I sat down and wrote out a wish list of writers I’d love to have for the book, then e-mailed invitations to participate. The short story, I should point out, is perforce a labor of love in today’s literary world; there’s precious little economic incentive to write one, and the one I was in a position to offer was meager indeed. Even so, almost everyone I invited was quick to accept. That gladdened my heart, and they gladdened it again by delivering on time… and delivering what I think you’ll agree is material of a rare quality.

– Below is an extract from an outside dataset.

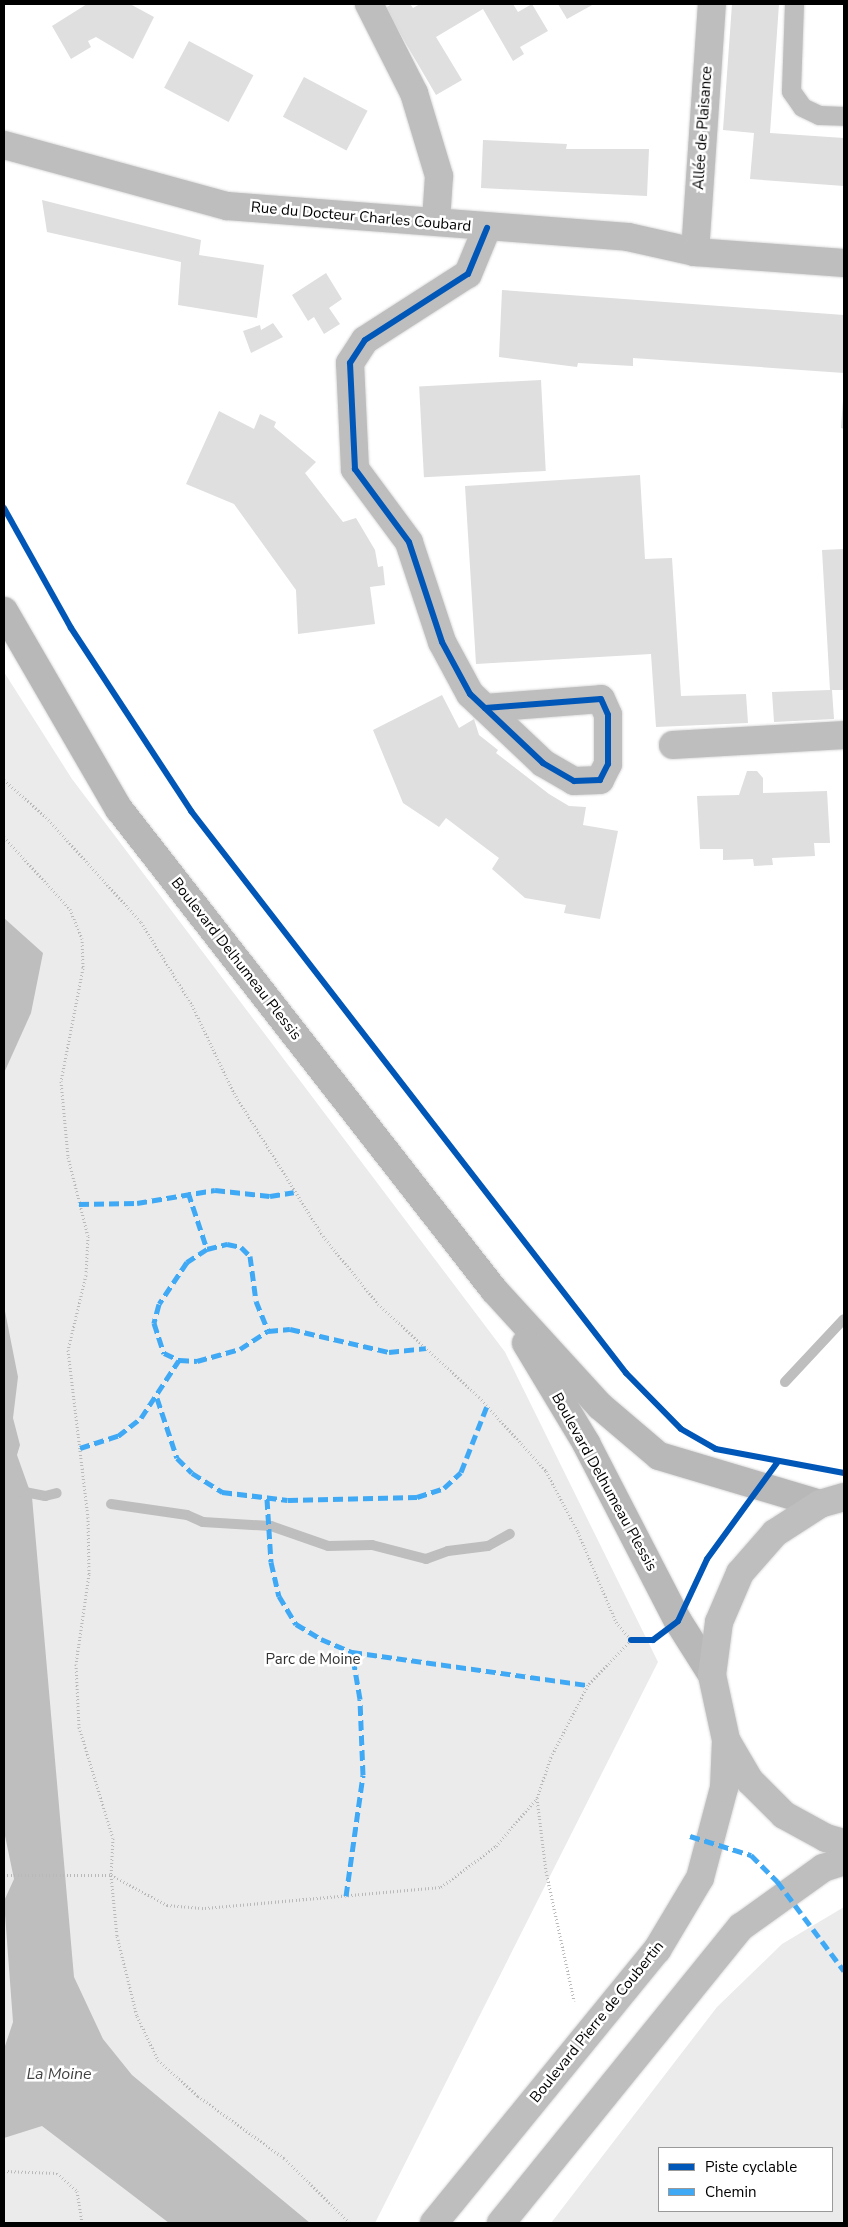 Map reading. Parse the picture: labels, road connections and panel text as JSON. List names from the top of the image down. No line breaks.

My initial request wasn’t all that specific. I asked for dark stories with a Manhattan setting, and that’s what I got. Readers of Brooklyn Noir will recall that its contents were labeled by neighborhood-Bay Ridge, Canarsie, Greenpoint, etc. We have chosen the same principle here, and the book’s contents do a good job of covering the island, from C.J. Sullivan’s Inwood and John Lutz’s Upper West Side, to Justin Scott’s Chelsea and Carol Lea Benjamin’s Greenwich Village. The range in mood and literary style is at least as great; noir can be funny, it can stretch to include magic realism, it can be ample or stark, told in the past or present tense, and in the first or third person. I wouldn’t presume to define noir-if we could define it, we wouldn’t need to use a French word for it-but it seems to me that it’s more a way of looking at the world than what one sees.